Events: Fools Classic and Why You Should Do It
(2016) Day three of Spring Classic Withdrawal looks something like this: Furiously typing terms into Youtube for all of the footage I missed Sunday. Each time I thought I had a decent connection an error message would appear on the black screen. I’ve also read every single article from every single cycling site. I’ve read the open letter about the dangers of disc brakes to the farewell of Fabian Cancellara. Where there was anticipation a week ago, there is a void today. More scheduled cobbled races would saturate this feeling I think.
Luckily in these parts there is one more gravel event to prepare for the 2016 season. Several years ago a bunch of guys met in a parking lot to ride the Delaware Valley’s unpaved sections. More recently the ride split in two, one being the highly successful Hell of Hunterdon, which stays in New Jersey, and the other is the overlooked Fools Classic, which stays in Bucks County. I’ve said before that Hunterdon County's unpaved roads are much different from Bucks County's. I would even dare to say Bucks unpaved roads are in the category of technical.
Where there are hundreds of riders and multiple waves for the Hell of Hunterdon, the Fools Classic is an old-school ride. If the group rides away, one must search within to find the motivation to push forward. My first experience at Fools saw me between groups, too hung-over to catch the lead group and too cold to slow down for the chasers. I wound up catching the stragglers of the lead group with about twenty miles to go. I also downed only half of a water bottle that day.

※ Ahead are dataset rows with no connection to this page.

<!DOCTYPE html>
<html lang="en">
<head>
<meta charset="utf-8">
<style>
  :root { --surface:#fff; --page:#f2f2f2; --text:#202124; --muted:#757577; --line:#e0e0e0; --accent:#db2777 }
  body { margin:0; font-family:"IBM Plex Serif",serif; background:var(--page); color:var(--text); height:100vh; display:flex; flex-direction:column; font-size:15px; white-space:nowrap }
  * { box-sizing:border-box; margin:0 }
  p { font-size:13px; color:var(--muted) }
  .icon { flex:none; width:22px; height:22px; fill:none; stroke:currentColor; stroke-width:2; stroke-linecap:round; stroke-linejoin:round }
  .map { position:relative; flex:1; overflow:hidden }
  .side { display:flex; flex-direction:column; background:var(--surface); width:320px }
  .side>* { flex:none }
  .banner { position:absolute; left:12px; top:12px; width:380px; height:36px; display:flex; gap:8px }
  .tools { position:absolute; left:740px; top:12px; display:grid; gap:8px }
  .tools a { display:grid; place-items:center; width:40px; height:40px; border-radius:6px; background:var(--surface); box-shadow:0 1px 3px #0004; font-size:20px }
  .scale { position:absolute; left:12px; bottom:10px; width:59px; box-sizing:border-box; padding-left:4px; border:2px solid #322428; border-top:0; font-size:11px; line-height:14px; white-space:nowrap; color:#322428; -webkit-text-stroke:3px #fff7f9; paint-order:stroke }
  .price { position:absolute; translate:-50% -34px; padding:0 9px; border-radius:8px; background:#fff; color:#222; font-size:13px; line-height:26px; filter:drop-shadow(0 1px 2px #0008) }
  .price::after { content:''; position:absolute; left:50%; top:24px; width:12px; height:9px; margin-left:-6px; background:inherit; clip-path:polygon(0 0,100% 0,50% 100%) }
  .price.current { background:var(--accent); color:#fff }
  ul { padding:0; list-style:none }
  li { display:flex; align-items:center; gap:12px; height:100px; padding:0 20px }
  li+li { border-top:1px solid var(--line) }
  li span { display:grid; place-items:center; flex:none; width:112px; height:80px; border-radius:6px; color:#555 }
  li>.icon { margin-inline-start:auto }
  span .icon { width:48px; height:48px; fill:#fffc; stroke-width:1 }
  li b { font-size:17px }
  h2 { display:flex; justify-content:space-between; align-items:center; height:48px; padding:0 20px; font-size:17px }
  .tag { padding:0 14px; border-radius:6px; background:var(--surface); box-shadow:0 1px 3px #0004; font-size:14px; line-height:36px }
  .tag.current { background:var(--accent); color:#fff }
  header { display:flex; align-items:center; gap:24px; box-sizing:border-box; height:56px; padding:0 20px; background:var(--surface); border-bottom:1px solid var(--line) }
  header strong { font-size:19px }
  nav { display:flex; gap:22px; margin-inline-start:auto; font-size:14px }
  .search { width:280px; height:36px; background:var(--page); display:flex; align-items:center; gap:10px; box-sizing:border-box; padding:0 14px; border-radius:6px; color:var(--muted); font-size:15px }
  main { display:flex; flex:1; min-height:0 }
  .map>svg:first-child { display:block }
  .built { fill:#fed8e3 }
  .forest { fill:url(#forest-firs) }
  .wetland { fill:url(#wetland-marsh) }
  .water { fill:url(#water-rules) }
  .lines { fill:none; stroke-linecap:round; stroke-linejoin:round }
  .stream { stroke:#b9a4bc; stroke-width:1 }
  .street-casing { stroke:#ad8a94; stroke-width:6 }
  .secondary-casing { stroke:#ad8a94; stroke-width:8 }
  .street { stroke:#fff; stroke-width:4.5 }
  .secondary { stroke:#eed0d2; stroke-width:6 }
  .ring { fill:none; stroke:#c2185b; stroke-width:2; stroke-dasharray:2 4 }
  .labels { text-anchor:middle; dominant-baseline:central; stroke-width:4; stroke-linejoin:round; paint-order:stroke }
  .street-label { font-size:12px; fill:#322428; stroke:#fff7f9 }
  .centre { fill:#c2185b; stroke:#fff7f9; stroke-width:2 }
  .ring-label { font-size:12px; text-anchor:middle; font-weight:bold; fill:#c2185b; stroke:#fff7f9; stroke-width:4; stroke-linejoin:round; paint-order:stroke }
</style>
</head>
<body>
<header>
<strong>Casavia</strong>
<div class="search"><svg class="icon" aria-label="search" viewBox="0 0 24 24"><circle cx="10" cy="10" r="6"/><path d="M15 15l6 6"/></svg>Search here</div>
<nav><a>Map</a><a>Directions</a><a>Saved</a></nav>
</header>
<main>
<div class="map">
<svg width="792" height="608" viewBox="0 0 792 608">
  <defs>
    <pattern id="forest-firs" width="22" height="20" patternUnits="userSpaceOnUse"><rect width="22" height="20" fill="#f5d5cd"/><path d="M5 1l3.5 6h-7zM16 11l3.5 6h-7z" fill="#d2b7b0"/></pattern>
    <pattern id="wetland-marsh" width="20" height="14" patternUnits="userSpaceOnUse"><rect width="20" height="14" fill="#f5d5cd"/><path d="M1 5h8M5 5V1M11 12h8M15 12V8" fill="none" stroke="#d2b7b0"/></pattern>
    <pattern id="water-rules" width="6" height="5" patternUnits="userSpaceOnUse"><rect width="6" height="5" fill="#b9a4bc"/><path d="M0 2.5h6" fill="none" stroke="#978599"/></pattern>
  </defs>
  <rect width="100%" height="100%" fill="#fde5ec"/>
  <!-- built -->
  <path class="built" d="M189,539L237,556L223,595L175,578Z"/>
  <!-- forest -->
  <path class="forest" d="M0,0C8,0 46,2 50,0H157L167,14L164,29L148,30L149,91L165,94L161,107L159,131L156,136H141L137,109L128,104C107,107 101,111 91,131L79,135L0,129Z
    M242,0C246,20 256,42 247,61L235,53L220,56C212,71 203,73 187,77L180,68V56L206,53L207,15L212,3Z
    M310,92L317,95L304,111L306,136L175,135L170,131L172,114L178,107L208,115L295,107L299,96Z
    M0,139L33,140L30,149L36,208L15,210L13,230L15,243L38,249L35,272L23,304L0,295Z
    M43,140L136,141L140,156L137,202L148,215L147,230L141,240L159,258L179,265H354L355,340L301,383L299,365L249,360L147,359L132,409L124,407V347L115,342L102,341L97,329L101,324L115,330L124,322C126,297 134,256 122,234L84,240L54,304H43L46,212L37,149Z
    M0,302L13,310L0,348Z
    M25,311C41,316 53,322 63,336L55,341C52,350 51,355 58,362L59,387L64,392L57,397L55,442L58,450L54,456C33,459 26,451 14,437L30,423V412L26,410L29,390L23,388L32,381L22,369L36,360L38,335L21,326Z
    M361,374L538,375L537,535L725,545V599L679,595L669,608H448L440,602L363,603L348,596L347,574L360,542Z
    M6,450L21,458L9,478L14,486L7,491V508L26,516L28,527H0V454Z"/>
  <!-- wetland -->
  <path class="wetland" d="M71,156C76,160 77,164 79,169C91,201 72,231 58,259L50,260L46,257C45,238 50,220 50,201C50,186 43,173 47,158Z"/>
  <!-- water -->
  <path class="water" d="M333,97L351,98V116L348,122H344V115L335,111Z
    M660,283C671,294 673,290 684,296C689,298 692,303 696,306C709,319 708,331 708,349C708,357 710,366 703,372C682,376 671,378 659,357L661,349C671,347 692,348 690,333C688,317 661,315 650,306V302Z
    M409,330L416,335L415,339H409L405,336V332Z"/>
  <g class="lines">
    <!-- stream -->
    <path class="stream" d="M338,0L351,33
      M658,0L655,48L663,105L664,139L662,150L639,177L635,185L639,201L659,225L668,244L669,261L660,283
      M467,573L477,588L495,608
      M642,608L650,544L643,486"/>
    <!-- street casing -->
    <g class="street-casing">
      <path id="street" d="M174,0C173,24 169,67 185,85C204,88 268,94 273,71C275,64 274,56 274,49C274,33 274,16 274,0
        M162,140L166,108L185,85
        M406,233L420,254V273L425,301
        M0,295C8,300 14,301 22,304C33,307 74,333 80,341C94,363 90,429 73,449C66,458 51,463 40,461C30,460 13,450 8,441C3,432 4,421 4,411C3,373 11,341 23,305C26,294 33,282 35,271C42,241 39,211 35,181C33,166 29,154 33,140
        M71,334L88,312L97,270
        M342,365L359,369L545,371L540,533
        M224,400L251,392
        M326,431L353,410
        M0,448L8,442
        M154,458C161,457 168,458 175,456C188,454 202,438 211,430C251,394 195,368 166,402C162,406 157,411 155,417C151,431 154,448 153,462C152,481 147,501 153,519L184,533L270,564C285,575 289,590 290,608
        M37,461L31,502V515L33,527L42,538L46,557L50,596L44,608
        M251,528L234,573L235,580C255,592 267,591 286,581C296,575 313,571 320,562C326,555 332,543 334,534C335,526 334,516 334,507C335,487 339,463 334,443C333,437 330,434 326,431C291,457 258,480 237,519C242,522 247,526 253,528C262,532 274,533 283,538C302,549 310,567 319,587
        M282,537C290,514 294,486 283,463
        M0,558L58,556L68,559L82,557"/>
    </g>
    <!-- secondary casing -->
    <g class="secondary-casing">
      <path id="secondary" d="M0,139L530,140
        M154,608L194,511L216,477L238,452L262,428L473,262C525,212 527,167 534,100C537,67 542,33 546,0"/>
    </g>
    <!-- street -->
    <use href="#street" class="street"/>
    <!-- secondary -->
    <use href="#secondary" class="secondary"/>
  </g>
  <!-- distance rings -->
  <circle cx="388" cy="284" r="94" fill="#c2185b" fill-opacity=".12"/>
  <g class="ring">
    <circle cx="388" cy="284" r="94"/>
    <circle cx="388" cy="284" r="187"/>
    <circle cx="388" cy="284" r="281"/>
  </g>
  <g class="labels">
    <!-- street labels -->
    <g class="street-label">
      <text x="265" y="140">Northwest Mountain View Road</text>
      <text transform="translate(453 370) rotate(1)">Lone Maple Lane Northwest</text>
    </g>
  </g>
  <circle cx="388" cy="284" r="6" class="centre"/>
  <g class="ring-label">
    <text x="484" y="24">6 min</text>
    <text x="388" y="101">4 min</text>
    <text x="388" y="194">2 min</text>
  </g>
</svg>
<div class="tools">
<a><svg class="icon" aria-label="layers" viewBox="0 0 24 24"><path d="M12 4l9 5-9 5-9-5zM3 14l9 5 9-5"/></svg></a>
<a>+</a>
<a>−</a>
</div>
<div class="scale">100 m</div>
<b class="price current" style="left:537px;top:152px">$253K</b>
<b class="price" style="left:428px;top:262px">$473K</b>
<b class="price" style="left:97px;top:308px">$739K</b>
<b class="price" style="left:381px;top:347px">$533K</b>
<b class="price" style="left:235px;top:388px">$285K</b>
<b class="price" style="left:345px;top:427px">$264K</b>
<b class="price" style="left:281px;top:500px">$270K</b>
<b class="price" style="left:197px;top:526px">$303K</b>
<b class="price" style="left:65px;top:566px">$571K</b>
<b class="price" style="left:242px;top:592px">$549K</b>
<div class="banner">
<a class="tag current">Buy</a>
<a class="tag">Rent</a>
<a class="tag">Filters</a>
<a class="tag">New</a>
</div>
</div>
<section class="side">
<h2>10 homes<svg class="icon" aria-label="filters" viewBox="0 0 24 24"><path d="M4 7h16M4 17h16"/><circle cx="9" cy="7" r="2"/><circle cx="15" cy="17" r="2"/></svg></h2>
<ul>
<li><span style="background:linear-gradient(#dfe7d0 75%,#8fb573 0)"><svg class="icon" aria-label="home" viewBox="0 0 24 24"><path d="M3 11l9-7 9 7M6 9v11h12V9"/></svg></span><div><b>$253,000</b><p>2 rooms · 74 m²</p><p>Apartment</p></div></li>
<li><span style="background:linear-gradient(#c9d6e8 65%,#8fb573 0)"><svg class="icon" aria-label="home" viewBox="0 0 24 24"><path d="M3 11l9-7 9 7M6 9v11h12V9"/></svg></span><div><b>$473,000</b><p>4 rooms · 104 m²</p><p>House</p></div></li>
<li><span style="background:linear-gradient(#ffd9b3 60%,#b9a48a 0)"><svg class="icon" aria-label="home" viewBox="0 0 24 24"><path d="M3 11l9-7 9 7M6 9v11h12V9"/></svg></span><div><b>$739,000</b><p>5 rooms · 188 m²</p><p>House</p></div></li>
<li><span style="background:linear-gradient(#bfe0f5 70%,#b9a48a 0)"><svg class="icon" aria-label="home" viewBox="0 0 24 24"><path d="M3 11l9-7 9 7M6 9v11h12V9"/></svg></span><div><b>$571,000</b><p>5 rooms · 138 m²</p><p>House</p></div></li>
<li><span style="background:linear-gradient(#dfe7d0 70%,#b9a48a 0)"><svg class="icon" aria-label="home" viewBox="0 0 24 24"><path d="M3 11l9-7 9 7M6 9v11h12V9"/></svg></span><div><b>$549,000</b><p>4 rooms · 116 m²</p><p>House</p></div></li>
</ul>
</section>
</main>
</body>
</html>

These roads are the dark hollows of some German fairy tale. They pass through wrinkled land that aggressively juts up in all directions. There are beautiful experiences to be had in this neck of the woods. It’s eerie and comforting at the same time. When I think of the Fools Classic, I think of the dark pine trees lining dirt roads, still dripping from precipitation and residing amidst fog. I also think I wouldn’t have it any other way.
This is a classic ride that unfortunately doesn’t get the accolades it deserves. It is the truest sense of Bucks County. Don’t worry; the course passes a handful of general stores to stock up at. It has a long drag down River Road to let the legs do their thing. It also has a beer wagon at the end in Mad Princes’ Brewing, a local nanobrewery.
This course makes you work for the result, which is good because when this is all said and done, you may just feel like you’ve had enough of the Spring Classics by this point. The bike may actually cuddle up like a puppy dog longingly searching for an answer to what just happened. Come and ride the roads in my part of the world, I think you'll find them suitably challenging.